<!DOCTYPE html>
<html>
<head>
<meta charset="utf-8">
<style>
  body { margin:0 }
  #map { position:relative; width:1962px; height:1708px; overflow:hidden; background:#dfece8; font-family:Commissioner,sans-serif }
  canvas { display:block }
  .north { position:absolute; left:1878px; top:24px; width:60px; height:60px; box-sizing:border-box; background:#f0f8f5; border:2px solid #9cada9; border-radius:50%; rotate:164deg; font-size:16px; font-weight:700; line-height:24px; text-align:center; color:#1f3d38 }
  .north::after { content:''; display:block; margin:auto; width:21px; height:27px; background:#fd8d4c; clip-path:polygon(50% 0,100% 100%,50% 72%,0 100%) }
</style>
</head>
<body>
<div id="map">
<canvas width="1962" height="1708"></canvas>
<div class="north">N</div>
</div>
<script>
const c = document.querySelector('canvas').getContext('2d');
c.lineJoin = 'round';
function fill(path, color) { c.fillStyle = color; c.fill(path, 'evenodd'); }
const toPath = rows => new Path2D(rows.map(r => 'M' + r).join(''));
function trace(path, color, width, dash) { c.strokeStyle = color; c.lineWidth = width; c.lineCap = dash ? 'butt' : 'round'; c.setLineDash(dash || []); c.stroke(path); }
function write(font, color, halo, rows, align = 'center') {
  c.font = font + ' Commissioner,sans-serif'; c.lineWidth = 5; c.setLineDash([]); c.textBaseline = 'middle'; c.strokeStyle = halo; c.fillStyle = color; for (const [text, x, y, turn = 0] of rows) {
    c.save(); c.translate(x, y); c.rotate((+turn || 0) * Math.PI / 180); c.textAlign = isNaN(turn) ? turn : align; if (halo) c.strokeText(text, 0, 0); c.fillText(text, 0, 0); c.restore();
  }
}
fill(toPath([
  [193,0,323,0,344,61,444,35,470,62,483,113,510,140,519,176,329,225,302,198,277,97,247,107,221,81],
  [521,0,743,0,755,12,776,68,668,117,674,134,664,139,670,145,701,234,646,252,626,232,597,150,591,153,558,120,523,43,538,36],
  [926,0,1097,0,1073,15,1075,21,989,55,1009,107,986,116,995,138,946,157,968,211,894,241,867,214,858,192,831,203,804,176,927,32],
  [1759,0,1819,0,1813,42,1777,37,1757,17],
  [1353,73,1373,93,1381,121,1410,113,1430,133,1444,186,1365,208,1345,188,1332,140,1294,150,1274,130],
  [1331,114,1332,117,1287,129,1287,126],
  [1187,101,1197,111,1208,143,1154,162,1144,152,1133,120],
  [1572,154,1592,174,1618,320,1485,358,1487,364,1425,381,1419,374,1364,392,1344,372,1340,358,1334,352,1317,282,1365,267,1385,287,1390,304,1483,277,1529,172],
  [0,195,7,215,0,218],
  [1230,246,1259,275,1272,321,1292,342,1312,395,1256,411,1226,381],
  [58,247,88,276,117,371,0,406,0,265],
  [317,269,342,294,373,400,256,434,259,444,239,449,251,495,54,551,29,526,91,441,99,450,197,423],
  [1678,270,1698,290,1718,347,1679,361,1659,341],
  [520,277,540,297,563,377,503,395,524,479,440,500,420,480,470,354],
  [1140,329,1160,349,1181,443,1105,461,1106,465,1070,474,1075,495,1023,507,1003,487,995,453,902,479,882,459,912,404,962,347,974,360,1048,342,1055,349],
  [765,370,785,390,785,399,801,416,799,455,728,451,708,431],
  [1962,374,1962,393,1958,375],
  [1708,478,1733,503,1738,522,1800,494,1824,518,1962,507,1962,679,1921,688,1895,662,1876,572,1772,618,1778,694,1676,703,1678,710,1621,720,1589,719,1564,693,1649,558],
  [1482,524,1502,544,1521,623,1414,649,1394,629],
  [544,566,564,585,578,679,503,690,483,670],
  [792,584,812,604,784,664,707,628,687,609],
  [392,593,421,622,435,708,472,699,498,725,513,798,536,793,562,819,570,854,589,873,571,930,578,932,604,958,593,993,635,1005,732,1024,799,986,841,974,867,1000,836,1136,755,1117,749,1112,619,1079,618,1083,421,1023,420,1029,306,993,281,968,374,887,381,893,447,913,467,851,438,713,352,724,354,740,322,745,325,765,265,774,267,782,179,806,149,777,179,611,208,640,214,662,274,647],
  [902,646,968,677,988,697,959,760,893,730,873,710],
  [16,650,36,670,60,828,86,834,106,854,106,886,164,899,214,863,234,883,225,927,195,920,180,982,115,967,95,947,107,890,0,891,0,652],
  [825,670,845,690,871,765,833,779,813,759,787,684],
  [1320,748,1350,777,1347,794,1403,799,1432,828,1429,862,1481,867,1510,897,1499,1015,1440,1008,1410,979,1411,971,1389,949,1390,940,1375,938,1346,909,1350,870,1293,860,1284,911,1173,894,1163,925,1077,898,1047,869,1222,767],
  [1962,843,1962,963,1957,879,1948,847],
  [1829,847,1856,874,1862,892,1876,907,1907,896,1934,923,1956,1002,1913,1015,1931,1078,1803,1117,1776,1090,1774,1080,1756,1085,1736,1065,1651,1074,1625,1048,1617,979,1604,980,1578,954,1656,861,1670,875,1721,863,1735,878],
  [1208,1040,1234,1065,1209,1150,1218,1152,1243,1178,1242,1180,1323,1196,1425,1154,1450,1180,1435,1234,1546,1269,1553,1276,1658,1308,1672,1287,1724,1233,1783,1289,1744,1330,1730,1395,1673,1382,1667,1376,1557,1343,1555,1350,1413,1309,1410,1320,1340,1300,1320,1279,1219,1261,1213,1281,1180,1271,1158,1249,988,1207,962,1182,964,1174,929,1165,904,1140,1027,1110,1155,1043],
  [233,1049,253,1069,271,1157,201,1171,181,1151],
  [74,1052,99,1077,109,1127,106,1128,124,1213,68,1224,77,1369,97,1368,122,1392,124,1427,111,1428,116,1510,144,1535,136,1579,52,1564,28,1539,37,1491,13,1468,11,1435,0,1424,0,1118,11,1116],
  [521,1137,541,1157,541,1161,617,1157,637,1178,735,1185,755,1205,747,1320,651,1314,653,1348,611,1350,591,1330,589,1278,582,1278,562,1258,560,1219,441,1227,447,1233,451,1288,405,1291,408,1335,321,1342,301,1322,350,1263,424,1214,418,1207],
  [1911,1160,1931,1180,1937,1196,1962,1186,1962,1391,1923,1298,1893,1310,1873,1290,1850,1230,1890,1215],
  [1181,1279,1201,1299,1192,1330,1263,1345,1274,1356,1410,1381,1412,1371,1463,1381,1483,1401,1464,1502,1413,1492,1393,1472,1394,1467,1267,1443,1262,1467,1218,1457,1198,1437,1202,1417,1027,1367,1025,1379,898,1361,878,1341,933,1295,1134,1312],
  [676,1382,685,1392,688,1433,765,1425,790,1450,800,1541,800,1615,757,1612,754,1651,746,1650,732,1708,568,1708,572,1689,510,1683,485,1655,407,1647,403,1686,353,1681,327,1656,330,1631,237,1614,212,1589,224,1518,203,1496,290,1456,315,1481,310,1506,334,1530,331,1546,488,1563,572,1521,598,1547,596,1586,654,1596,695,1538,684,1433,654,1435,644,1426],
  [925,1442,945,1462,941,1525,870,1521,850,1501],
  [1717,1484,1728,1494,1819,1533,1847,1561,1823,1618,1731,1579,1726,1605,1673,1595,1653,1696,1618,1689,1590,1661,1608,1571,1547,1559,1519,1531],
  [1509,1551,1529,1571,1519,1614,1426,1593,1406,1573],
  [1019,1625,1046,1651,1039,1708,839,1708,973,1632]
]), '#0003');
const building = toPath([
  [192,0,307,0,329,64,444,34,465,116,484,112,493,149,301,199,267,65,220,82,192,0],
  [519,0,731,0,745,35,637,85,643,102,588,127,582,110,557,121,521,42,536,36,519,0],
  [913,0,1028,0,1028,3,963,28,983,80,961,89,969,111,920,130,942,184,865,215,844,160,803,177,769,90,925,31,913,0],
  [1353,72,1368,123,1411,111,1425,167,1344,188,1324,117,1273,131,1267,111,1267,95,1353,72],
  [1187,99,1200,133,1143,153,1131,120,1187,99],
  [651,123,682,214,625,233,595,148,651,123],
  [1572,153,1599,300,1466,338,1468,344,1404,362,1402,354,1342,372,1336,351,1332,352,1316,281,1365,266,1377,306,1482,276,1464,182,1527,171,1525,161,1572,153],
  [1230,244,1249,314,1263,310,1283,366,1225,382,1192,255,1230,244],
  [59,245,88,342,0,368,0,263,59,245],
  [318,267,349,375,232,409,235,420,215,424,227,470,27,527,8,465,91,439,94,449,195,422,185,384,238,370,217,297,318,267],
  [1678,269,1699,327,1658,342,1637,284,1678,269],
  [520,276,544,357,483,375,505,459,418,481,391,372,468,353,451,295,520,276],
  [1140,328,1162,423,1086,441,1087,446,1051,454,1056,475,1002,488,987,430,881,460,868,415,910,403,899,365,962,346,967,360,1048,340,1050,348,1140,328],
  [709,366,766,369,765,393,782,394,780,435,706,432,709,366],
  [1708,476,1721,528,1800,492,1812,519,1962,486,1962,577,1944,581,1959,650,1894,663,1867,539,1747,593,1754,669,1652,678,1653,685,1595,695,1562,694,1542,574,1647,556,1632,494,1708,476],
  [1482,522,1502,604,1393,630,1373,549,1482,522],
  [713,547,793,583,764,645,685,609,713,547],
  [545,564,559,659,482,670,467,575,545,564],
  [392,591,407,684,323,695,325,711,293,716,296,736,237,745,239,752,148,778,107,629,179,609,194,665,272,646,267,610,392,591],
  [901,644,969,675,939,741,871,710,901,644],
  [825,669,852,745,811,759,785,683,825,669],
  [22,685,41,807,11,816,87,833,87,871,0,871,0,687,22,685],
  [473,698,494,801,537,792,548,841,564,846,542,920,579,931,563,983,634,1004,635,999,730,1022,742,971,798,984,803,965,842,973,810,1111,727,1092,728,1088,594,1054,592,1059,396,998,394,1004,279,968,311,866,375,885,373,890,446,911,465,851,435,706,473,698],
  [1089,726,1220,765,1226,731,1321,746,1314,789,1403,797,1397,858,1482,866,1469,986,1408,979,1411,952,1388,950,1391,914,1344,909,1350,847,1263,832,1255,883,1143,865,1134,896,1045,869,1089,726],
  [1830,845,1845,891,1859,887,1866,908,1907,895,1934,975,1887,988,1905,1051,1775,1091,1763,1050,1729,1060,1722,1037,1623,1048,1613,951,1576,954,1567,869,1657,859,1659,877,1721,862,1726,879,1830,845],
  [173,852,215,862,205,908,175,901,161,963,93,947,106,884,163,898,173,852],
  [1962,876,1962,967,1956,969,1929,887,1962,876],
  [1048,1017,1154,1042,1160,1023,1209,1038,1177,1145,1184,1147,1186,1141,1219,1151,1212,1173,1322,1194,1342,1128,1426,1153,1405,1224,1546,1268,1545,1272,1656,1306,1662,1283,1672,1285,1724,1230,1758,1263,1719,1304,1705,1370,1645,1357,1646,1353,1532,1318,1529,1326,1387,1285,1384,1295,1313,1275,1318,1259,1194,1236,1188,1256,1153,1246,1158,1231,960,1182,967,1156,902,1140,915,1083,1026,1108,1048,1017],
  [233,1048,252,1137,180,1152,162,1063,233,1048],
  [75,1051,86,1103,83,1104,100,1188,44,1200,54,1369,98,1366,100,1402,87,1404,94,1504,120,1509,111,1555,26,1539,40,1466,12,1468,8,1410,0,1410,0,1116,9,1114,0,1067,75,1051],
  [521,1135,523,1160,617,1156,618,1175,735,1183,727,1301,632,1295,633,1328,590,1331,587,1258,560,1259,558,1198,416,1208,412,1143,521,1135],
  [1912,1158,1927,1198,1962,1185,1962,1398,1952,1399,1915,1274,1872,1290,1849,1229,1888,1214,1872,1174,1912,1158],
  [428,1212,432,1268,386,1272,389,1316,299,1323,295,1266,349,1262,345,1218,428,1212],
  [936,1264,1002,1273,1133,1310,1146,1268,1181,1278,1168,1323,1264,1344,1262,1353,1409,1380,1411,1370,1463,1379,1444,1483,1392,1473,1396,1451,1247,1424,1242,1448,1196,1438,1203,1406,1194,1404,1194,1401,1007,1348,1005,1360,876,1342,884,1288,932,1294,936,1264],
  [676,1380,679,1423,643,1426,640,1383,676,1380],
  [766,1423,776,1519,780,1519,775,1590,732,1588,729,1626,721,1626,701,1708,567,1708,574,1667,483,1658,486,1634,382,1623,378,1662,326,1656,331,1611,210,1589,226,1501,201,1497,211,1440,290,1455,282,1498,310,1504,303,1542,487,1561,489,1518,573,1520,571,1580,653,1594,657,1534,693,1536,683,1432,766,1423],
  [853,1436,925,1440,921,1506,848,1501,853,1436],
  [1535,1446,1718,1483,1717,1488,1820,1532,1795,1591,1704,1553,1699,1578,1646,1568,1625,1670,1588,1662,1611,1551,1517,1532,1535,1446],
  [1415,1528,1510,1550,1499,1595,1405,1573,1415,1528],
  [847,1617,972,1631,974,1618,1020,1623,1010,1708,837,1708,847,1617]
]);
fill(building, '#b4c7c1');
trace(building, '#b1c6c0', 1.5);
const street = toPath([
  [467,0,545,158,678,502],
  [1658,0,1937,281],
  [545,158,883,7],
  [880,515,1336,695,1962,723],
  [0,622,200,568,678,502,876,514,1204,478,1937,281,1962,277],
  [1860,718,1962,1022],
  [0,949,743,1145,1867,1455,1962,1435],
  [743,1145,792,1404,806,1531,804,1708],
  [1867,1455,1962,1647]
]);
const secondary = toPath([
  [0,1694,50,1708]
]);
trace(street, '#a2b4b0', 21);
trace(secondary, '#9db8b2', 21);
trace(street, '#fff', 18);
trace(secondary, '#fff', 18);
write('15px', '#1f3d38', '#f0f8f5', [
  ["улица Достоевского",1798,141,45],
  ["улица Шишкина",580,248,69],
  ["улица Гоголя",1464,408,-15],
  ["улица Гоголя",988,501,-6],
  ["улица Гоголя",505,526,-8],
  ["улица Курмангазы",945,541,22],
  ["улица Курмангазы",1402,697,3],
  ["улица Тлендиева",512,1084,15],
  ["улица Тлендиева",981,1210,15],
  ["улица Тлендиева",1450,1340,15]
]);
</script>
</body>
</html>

■ ■ ■ ■

Requirement
Would you print exactly the lines from the first line of the entries above through the line that has "function trace(path, color, width, dash)", both included, and stop there?

Answer for this exercise
<!DOCTYPE html>
<html>
<head>
<meta charset="utf-8">
<style>
  body { margin:0 }
  #map { position:relative; width:1962px; height:1708px; overflow:hidden; background:#dfece8; font-family:Commissioner,sans-serif }
  canvas { display:block }
  .north { position:absolute; left:1878px; top:24px; width:60px; height:60px; box-sizing:border-box; background:#f0f8f5; border:2px solid #9cada9; border-radius:50%; rotate:164deg; font-size:16px; font-weight:700; line-height:24px; text-align:center; color:#1f3d38 }
  .north::after { content:''; display:block; margin:auto; width:21px; height:27px; background:#fd8d4c; clip-path:polygon(50% 0,100% 100%,50% 72%,0 100%) }
</style>
</head>
<body>
<div id="map">
<canvas width="1962" height="1708"></canvas>
<div class="north">N</div>
</div>
<script>
const c = document.querySelector('canvas').getContext('2d');
c.lineJoin = 'round';
function fill(path, color) { c.fillStyle = color; c.fill(path, 'evenodd'); }
const toPath = rows => new Path2D(rows.map(r => 'M' + r).join(''));
function trace(path, color, width, dash) { c.strokeStyle = color; c.lineWidth = width; c.lineCap = dash ? 'butt' : 'round'; c.setLineDash(dash || []); c.stroke(path); }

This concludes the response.